Final Closing Working Capital Amount means the Closing Working Capital Amount, in each case as finally agreed or determined in accordance with this Section 2.10. Upon such final agreement or determination, the Initial Merger Consideration shall be recalculated as follows: (i) increased by the sum of (1) the amount, if any, that the Estimated Company Transaction Expenses exceeds the Final Company Transaction Expenses, plus (2) the amount, if any, that the Final Closing Date Cash exceeds the Estimated Closing Date Cash, plus (3) the amount, if any, that the Estimated Assumed Indebtedness exceeds the Final Assumed Indebtedness, plus (4) the amount, if any, that the Final Closing Working Capital Amount exceeds the Estimated Closing Working Capital Amount; and (ii) decreased by the sum of (1) the amount, if any, that the Final Company Transaction Expenses exceeds the Estimated Company Transaction Expenses, plus (2) the amount, if any, that the Estimated Closing Date Cash exceeds the Final Closing Date Cash, plus (3) the amount, if any, that the Final Assumed Indebtedness exceeds the Estimated Assumed Indebtedness, plus (4) the amount, if any, that the Estimated Closing Working Capital Amount exceeds the Final Closing Working Capital Amount (such recalculated amount, the “Final Merger Consideration”).

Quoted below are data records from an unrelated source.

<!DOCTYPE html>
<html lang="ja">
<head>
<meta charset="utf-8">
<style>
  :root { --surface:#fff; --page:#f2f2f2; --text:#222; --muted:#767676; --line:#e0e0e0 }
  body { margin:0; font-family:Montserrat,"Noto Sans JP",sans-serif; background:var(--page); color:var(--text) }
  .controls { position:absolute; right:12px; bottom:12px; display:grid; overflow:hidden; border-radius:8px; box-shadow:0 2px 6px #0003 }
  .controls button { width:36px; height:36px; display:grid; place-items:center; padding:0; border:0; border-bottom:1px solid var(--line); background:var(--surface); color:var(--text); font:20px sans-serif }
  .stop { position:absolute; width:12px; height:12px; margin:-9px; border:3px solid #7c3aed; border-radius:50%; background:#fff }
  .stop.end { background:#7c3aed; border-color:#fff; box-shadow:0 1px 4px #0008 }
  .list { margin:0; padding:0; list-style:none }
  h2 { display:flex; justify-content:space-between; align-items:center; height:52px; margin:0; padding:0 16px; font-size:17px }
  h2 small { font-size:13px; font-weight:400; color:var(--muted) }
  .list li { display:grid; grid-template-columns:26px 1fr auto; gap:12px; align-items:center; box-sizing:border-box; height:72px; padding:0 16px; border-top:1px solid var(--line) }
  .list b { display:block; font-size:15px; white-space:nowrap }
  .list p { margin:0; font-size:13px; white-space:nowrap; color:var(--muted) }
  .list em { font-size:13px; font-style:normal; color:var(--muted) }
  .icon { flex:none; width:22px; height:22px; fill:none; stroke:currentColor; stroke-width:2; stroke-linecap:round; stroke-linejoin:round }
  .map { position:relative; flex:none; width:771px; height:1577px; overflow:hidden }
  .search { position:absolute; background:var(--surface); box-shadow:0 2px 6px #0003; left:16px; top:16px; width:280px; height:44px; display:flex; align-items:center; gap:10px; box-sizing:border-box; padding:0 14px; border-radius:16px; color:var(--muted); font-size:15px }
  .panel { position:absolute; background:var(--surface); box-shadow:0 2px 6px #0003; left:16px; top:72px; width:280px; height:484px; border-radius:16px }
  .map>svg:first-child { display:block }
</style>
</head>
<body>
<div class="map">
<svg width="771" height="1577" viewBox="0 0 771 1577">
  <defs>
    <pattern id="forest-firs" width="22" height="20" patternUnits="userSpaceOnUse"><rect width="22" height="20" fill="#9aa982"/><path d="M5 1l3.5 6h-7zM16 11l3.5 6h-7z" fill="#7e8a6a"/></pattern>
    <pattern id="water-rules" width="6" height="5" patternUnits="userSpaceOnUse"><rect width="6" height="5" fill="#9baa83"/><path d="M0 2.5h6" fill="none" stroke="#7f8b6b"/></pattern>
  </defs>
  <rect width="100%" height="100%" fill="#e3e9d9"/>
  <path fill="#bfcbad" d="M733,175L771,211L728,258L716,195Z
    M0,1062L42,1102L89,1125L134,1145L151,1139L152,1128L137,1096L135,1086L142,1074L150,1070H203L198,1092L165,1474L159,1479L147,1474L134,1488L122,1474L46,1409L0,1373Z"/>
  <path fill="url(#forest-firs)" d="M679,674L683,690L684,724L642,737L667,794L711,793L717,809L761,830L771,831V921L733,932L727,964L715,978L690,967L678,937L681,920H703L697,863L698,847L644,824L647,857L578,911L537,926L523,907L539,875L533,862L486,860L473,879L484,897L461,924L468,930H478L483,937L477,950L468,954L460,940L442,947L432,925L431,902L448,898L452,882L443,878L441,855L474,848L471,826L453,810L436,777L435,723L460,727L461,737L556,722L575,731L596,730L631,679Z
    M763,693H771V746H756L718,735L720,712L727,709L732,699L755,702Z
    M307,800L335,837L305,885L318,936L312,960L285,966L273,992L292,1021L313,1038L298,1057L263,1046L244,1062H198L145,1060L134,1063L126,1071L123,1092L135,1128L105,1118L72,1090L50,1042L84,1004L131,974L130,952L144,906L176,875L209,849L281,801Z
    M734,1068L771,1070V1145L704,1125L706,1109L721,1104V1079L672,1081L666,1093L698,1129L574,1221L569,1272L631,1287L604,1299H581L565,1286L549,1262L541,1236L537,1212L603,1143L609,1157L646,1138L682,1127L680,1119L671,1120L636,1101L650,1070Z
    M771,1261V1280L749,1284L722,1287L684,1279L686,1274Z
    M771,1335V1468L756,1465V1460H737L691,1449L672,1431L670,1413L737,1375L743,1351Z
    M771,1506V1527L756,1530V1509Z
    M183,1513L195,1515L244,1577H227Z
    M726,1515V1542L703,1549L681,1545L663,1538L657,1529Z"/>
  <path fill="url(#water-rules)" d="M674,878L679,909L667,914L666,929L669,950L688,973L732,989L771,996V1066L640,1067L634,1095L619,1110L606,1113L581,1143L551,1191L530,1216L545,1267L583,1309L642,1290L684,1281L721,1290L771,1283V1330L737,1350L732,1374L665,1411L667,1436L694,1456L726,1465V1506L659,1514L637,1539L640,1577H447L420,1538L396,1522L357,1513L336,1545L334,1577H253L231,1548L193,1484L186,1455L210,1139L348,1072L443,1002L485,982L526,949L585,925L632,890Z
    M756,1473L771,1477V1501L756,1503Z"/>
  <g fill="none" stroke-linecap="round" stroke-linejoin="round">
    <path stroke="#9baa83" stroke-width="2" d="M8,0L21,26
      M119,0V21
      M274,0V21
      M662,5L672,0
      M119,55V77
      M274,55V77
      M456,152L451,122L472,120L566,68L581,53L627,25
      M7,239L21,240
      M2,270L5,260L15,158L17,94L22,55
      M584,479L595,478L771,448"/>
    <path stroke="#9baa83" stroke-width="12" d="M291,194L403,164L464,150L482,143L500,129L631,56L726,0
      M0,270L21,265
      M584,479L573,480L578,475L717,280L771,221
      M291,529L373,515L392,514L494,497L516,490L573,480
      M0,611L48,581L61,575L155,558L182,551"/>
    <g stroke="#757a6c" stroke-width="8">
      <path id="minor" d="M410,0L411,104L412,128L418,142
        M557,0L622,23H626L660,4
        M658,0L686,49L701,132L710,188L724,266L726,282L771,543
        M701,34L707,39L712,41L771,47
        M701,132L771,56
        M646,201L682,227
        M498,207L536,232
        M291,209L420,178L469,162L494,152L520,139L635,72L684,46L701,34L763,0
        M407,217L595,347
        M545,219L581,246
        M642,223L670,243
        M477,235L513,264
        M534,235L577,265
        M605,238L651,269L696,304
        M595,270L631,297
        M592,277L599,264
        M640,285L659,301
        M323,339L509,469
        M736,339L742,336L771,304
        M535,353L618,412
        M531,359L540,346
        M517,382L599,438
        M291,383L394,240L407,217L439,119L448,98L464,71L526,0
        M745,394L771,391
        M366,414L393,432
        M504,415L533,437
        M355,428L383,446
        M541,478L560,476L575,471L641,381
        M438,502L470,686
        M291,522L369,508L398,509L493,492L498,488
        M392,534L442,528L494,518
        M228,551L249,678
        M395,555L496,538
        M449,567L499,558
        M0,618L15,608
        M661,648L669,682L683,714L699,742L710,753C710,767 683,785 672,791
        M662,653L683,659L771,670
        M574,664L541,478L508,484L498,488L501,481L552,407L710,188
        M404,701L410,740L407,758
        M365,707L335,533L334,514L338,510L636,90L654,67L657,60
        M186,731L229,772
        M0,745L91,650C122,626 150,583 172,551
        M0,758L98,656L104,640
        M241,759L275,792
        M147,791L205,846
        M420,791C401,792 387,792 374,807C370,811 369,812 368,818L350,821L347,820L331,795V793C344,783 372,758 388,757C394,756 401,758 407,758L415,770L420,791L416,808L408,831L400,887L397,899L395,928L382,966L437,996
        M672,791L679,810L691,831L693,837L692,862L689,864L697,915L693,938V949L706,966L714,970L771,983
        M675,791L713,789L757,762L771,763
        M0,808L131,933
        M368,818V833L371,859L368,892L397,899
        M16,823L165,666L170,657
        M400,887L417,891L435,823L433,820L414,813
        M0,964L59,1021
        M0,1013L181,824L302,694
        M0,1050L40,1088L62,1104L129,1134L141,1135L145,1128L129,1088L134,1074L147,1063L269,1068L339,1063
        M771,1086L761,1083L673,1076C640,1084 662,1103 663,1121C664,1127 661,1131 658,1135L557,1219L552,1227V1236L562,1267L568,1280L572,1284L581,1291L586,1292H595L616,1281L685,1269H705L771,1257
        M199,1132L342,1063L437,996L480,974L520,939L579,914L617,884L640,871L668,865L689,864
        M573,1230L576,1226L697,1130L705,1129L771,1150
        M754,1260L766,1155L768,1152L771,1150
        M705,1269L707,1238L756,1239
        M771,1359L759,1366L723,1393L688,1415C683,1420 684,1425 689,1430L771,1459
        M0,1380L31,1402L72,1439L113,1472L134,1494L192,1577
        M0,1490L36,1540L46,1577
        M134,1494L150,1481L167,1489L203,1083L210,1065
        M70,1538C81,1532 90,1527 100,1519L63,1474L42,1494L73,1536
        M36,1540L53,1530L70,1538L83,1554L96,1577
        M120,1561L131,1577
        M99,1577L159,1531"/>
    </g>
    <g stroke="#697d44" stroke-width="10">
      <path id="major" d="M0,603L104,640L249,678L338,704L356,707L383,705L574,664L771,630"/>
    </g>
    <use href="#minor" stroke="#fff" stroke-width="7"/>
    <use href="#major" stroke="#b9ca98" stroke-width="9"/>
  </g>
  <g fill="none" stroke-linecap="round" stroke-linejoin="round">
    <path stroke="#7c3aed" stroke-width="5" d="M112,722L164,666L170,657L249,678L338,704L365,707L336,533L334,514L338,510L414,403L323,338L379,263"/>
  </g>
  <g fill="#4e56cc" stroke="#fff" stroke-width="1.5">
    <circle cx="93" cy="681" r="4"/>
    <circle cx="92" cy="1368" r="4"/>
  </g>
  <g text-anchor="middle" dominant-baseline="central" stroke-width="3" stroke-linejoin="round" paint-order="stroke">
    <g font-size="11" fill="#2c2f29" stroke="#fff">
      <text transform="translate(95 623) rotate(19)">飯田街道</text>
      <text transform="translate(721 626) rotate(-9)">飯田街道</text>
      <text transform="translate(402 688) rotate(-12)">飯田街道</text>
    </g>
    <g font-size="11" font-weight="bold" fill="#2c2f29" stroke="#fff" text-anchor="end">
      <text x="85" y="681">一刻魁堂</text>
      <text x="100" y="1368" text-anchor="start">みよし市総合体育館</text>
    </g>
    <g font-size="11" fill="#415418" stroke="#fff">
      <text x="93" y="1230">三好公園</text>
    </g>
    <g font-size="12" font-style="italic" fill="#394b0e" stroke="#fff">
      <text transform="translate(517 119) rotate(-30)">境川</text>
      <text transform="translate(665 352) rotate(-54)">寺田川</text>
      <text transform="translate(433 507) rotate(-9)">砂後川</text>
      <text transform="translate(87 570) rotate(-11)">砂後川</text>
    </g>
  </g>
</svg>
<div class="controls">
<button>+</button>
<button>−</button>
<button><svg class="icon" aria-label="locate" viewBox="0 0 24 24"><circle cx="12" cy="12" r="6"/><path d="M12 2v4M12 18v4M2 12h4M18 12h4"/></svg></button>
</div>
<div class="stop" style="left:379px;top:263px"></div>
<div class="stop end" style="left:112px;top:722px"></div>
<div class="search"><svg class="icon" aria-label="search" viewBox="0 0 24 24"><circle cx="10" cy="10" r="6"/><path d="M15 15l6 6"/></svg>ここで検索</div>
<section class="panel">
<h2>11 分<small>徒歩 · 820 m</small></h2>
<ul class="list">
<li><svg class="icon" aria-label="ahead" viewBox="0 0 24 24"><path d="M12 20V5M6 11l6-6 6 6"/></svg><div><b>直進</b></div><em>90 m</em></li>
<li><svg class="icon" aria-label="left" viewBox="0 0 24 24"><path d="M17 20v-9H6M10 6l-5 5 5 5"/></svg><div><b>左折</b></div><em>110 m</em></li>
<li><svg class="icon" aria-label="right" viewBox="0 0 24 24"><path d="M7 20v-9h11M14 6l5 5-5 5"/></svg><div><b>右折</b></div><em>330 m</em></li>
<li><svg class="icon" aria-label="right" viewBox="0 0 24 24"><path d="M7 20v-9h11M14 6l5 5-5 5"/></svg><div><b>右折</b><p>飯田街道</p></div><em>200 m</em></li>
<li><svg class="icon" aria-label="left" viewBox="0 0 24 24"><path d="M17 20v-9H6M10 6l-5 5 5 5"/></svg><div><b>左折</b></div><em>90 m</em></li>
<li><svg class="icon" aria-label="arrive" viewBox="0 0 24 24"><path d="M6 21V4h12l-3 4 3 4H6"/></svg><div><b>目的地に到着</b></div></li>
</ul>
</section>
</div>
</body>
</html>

Final Closing Working Capital Amount means the Closing Working Capital Amount, as deemed final, binding, and conclusive in accordance with Section 2.06. “Financial Statements” has the meaning set forth in Section 4.05.
Final Closing Working Capital Amount shall be determined as described in Section 2(e)(i)(A) above using the Final Closing Balance Sheet for such calculation and such amount shall be compared with the Estimated Closing Working Capital Amount. If the Final Closing Working Capital Amount is less than the Estimated Closing Working Capital Amount, then an amount equal to the difference shall be paid on a dollar-for-dollar basis by Seller to Buyer in immediately available funds. If the Final Closing Working Capital Amount is more than the Estimated Closing Working Capital Amount, then an amount equal to the difference shall be paid (on a dollar-for-dollar basis) by Buyer to Seller in immediately available funds.